On December 26, 2004, an earthquake followed by a tsunami in the Indian Ocean caused more than 220,000 deaths in around fifteen countries.
Seconds before 7:59 a.m. local time, a magnitude 9.1 earthquake off the west coast of the Indonesian island of Sumatra caused huge waves more than 30 meters high traveling at nearly 800 km/h . They swept across Indonesia, Sri Lanka, India, Thailand and nine other Indian Ocean countries. Africa was also affected, killing 300 people in Somalia, but also more than a hundred in the Maldives.
According to experts, the absence of a properly coordinated warning system in 2004 worsened the consequences of the disaster. Since then, some 1,400 stations around the world have reduced warning times after the formation of a tsunami to just a few minutes.
20 years later, a look back at the impact of the deadliest tsunami in history.
Perhaps one of the most representative images of the human consequences of the tsunami of December 26, 2004. A woman clings to floating debris, before dying in Banda Aceh, on the Indonesian island of Sumatra. The cause of the natural disaster was an earthquake, caused by the rupture of the subduction zone between two tectonic plates. These are the Indian plate and the Andaman microplate, over a length of approximately 1,200 kilometers. Its epicenter was located 160 kilometers west of the island’s coast.

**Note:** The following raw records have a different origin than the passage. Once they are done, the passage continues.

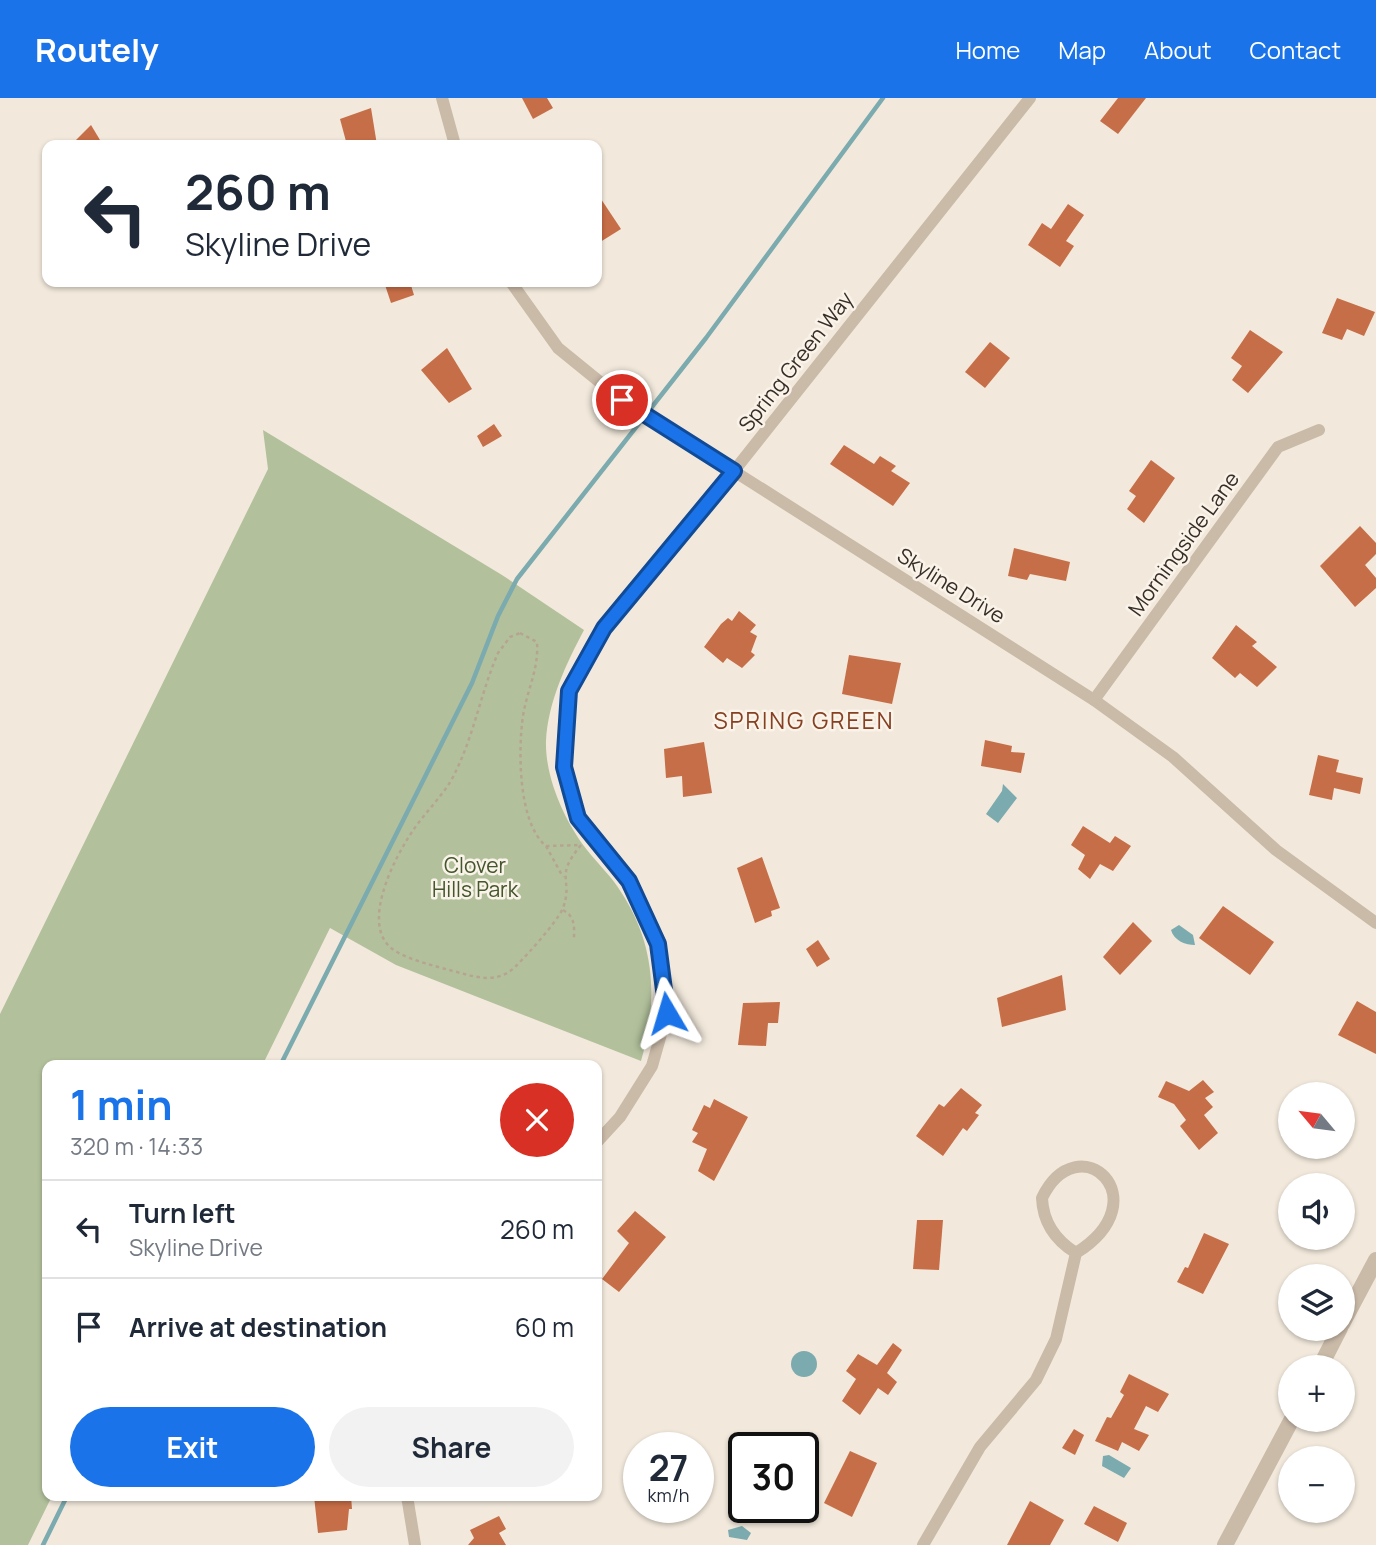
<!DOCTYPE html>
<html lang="en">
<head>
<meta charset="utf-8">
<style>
  body { margin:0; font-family:Manrope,sans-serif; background:#f2f2f3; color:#1f2937; height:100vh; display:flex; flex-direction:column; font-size:26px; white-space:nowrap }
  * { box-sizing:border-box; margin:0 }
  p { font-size:23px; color:#747a83 }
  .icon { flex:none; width:38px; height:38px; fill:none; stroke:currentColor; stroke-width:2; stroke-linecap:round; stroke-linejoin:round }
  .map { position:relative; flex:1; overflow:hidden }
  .details { position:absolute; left:42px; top:962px; width:560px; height:441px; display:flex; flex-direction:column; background:#fff; border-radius:14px; box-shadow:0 2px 5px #0004 }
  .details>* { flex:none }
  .hud { position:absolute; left:42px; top:42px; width:560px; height:147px; border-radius:14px; box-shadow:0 2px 5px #0004; background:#fff; color:#1f2937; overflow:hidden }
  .needle { width:46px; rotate:299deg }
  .buttons { position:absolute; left:1278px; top:984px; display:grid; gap:14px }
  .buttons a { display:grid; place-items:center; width:77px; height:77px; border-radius:50%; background:#fff; box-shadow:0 2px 5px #0004; font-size:35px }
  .speed { position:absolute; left:623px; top:1334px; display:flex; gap:14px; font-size:35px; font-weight:700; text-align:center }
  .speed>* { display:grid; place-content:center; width:91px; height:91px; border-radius:50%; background:#fff; box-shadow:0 2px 5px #0004; line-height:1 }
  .speed small { font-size:18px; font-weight:400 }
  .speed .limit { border:4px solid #111; border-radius:10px; background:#fff; color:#111 }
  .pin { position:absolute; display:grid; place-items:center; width:60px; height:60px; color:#fff; margin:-30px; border:4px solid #fff; border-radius:50%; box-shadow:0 2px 7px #0007 }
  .me { position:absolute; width:77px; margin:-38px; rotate:353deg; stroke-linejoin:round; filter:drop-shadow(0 0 5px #0008) }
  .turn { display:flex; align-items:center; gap:24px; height:147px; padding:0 28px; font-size:32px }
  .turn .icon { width:91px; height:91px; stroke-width:2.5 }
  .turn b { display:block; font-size:49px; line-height:60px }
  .round { display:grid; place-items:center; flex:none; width:74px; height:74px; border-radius:37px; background:#f2f2f3 }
  .head { display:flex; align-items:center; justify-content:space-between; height:119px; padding:0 28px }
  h1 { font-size:42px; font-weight:700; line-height:52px; color:#1a73e8 }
  .button { display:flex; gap:14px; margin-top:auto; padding:14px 28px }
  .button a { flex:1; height:80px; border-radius:42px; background:#1a73e8; color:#fff; font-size:28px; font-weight:700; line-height:80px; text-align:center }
  .button a+a { background:#f2f2f3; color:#1f2937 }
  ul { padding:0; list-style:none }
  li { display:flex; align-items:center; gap:21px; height:98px; padding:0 28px; border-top:2px solid #e0e1e3 }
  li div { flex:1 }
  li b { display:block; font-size:26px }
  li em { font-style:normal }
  header { display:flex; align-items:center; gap:42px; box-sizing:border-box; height:98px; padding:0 35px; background:#1a73e8; color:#fff }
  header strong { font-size:33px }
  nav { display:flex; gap:38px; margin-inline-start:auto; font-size:24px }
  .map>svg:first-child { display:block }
  .green { fill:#b2c19c }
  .water { fill:#7baaaf }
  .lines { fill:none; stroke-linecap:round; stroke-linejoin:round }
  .stream { stroke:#7baaaf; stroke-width:4.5 }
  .building { fill:#c66e47 }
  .path { stroke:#b6a492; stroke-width:2.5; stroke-dasharray:3.5 3.5; stroke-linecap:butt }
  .minor { stroke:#cabaa8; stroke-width:12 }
  .tertiary { stroke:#cabaa8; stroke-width:16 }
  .route-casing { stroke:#114b97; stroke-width:18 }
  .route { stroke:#1a73e8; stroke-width:12 }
  .labels { text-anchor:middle; stroke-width:5; stroke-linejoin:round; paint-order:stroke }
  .street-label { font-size:21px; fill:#372e28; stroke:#faf3e9 }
  .park-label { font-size:21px; fill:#43562c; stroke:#faf3e9 }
  .neighbourhood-label { font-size:23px; letter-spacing:2px; fill:#864021; stroke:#faf3e9 }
</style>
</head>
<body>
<header>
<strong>Routely</strong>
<nav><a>Home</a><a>Map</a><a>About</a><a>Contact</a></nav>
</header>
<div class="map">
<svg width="1376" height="1447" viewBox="0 0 1376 1447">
  <rect width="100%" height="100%" fill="#f2e9dc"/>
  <path class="green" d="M263,332L502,477L584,532C566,566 548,604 546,643C545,680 565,724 587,752C598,766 612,779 621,794C656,847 658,904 641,963L396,867L330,830L262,968H47V1398H52L28,1447H0V916L268,371Z"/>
  <g class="water">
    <polygon points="1003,686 1017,700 998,725 986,716 1002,693"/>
    <path d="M1179,827L1193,837L1195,847C1186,847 1174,843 1171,832Z"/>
    <circle cx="804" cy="1266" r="13"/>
    <polygon points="1109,1357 1131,1370 1124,1380 1102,1368 1103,1358"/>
    <polygon points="742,1428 751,1435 747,1442 729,1439 728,1432"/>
  </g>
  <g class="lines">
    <g class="stream">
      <polyline points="280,968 472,585 498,518 517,481 706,240 883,0"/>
      <polyline points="43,1447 67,1398"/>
    </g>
  </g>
  <g class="building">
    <polygon points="522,0 547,0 553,10 533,21"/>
    <polygon points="1118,0 1146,0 1118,36 1100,23"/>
    <polygon points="371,10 377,47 347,47 340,21"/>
    <polygon points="91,27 103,47 71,47"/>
    <polygon points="597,95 621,131 597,146"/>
    <polygon points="1068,106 1084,117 1066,143 1074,148 1060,169 1028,147 1042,125 1051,131"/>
    <polygon points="384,184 410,184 414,197 391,205"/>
    <polygon points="1337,200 1375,214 1364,238 1347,231 1342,242 1322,235"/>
    <polygon points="1250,232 1283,254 1248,295 1232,282 1242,268 1231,260"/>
    <polygon points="990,244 1010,260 985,290 965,274"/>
    <polygon points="447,250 472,291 449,305 421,272"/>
    <polygon points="494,326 502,338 483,349 477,338"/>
    <polygon points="844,347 874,366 880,358 896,368 891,373 910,385 893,408 830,366"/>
    <polygon points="1151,362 1175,380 1144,425 1127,411 1136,398 1129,393"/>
    <polygon points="1360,428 1376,445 1376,456 1365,467 1376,480 1376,490 1355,509 1320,468"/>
    <polygon points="1014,450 1070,464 1066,483 1030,476 1027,482 1008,478"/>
    <polygon points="739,513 756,527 750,534 757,538 751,554 755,557 742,570 727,560 723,565 704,549 721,526 728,520 732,523"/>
    <polygon points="1236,527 1257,544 1252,548 1277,569 1257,589 1240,575 1235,580 1212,560"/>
    <polygon points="849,557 901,565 892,606 842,596"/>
    <polygon points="985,642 1012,648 1011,654 1025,655 1021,675 981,668"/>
    <polygon points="704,644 712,695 683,699 682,678 666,680 664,651"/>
    <polygon points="1318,657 1339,662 1336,674 1363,680 1360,696 1334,690 1332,702 1309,697"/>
    <polygon points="1083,728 1110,745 1115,738 1131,748 1113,773 1100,766 1090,781 1078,771 1085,757 1071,747"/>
    <polygon points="762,759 780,810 771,813 772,818 755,825 737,770"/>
    <polygon points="1223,808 1274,844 1250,877 1199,840"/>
    <polygon points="1133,824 1152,843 1120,877 1103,859"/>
    <polygon points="818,842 830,861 817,869 806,851"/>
    <polygon points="1062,877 1066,912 1002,929 997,900"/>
    <polygon points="1357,903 1376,914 1376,956 1338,937"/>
    <polygon points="780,904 778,925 768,925 766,948 738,947 743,905"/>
    <polygon points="1203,982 1214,994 1205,1000 1213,1009 1204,1017 1218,1035 1199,1052 1180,1028 1186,1022 1174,1006 1158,999 1166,983 1189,993"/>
    <polygon points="961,990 982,1007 975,1015 979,1017 967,1033 963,1030 943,1058 916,1038 939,1006 944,1009"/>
    <polygon points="714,1001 748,1019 714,1083 698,1073 707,1051 692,1044 698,1035 692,1032 704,1007 710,1010"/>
    <polygon points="635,1113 666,1139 619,1194 602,1181 629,1145 617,1133"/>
    <polygon points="917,1122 943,1122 939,1172 913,1171"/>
    <polygon points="1204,1135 1229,1146 1203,1196 1177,1184 1185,1169 1188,1170"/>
    <polygon points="893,1245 902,1252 887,1275 897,1284 888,1297 878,1290 860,1317 842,1303 856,1281 846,1273 858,1256 877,1267"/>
    <polygon points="1129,1276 1169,1296 1158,1314 1146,1308 1134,1331 1149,1337 1139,1353 1122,1344 1118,1353 1095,1343 1107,1319 1111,1320 1124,1297 1120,1294"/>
    <polygon points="1074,1331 1084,1337 1075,1357 1062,1350"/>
    <polygon points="850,1353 877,1365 852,1419 824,1405"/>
    <polygon points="314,1398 351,1398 352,1411 349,1411 347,1432 318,1435"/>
    <polygon points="1030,1403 1064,1422 1050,1447 1007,1447"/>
    <polygon points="1094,1408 1127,1425 1118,1444 1084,1426"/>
    <polygon points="499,1418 506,1431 499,1435 506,1447 468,1447 474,1440 470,1432"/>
  </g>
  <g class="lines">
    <g class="path">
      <path d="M520,535L537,544C539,571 527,592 523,618C518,652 518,725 546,748L581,747C553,781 574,780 563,810C557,824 528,856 516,868C497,887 476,879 453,873C435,868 413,863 397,854C356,832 395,758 414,731C427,712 445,696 455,675C474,637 481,594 498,555L510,539Z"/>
      <polyline points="546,748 563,779"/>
      <path d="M563,812C576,819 574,830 574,842"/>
    </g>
    <g class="minor">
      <polyline points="442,0 455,47"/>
      <polyline points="511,184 558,250 622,302 1094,602 1173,659 1276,752 1376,825"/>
      <polyline points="1094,602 1278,349 1319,332"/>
      <polyline points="597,1044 620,1019 652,968 667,915 658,846 629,783 578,720 563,669 569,593 604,530 734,373 1030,0"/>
      <polyline points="407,1398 415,1447"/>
      <path d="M923,1447L980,1349L1036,1282L1056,1241L1076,1155C1162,1101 1078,1025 1042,1100C1043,1125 1055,1142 1076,1155"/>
    </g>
    <g class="tertiary">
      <polyline points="1342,1226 1376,1162"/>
      <polyline points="1320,1269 1340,1230"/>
      <polyline points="1225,1447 1292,1321"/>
    </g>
  </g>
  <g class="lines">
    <g class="route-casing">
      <polyline id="route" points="622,302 734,373 604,530 569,593 564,669 578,720 629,783 658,846 667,915"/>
    </g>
    <use href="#route" class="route"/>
  </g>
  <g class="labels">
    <g class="street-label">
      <text transform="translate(796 264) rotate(-52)" y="7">Spring Green Way</text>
      <text transform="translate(1184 446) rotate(-54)" y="7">Morningside Lane</text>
      <text transform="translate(951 488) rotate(32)" y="7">Skyline Drive</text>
    </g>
    <g class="park-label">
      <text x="475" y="775">Clover<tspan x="475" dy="24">Hills Park</tspan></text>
    </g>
    <g class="neighbourhood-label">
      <text x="804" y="631">SPRING GREEN</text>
    </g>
  </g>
</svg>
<div class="buttons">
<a><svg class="needle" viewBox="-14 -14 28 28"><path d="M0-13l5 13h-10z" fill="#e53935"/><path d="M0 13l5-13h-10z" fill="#747a83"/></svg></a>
<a><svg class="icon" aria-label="sound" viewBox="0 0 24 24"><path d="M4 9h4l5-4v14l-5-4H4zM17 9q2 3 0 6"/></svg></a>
<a><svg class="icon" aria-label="layers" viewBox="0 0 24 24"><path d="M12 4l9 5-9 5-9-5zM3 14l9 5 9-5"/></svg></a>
<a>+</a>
<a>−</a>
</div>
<div class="speed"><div>27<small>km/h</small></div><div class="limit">30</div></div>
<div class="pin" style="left:622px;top:302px;background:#d93025"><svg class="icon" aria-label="arrive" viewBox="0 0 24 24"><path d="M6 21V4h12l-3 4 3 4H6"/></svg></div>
<svg class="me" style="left:667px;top:915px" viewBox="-20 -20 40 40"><path d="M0-17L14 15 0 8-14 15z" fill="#1a73e8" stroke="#fff" stroke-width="4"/></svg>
<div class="hud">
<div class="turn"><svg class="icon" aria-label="left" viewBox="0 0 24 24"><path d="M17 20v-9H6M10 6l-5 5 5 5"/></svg><div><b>260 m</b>Skyline Drive</div></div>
</div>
<section class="details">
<div class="head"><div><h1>1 min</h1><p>320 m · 14:33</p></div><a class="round" style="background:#d93025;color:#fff"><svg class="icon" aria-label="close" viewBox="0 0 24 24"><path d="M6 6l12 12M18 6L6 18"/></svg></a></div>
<ul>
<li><svg class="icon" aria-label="left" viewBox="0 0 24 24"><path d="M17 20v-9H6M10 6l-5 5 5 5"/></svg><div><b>Turn left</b><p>Skyline Drive</p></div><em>260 m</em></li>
<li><svg class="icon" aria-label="arrive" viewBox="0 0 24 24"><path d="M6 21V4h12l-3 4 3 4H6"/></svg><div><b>Arrive at destination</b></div><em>60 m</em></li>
</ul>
<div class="button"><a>Exit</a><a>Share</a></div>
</section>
</div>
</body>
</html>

A street is littered with damaged vehicles and debris after the area was hit by a tidal wave on Patong Beach in Phuket, Thailand. The waves were more than 30 meters high, releasing energy equivalent to 23,000 times the power of the Hiroshima atomic bomb.
The father of a young tsunami victim cries with other family members as he holds his son’s body at the hospital in Galle, Sri Lanka, December 27, 2004. In total, the tsunami caused 226,408 deaths according to EM-DAT, a recognized global disaster database, including 35,000 people in Sri Lanka.
Relatives of victims killed by tsunami waves mourn at the site of a mass burial in Cuddalore, India, Monday, December 27, 2004.
A survivor searches through debris in the commercial area of Banda Aceh in northern Sumatra island, northwest Indonesia, December 31, 2004. It is the area most affected by the disaster, where more than 120,000 people were killed out of a total of 165,708 deaths in Indonesia. Since then, the city has been almost completely rebuilt, with more than 100,000 houses rebuilt in the province alone, according to the Indonesian government.
A boat passes a damaged hotel in Ton Sai Bay on Phi Phi island, Thailand, December 28, 2004. In the country, more than 5,000 people have died, half of whom were foreign tourists, and Another 3,000 were reported missing.
Karl Nilsson from Lulo, Sweden, poses with a sign stating that his parents and brothers are missing, December 28, 2004, in Phuket, Thailand. The young boys’ parents were swept out to sea two days before, when the tsunami hit their beach hotel just north of Phuket, Thailand.
People who lost family members to the deadly tsunami try to identify them from photos taken before their mass burial and later posted on billboards to help families identify their dead, in Vailankanni, near Nagapattinam , in India, Saturday January 8, 2005.
Tsunami victims at a relief camp reach for distributed rice packets in Nagappattinam in the southern Indian state of Tamil Nadu, Friday December 31, 2004.
An unidentified woman cries after tidal waves destroyed her house in the coastal areas of Colombo, Sri Lanka, Sunday December 26, 2004.
Rani Amma mourns her family who died in the tsunami at the place where her home once stood, in Nagappattinam, southern India, Wednesday January 12, 2005. Seven members of her family lost their lives: her four grandchildren- daughters, his son, his daughter and his son-in-law.
On the occasion of the commemoration of the 2004 tragedy, an Indian woman offers tributes in memory of the victims, at Marina Beach in Chennai, India, Thursday, December 26, 2024.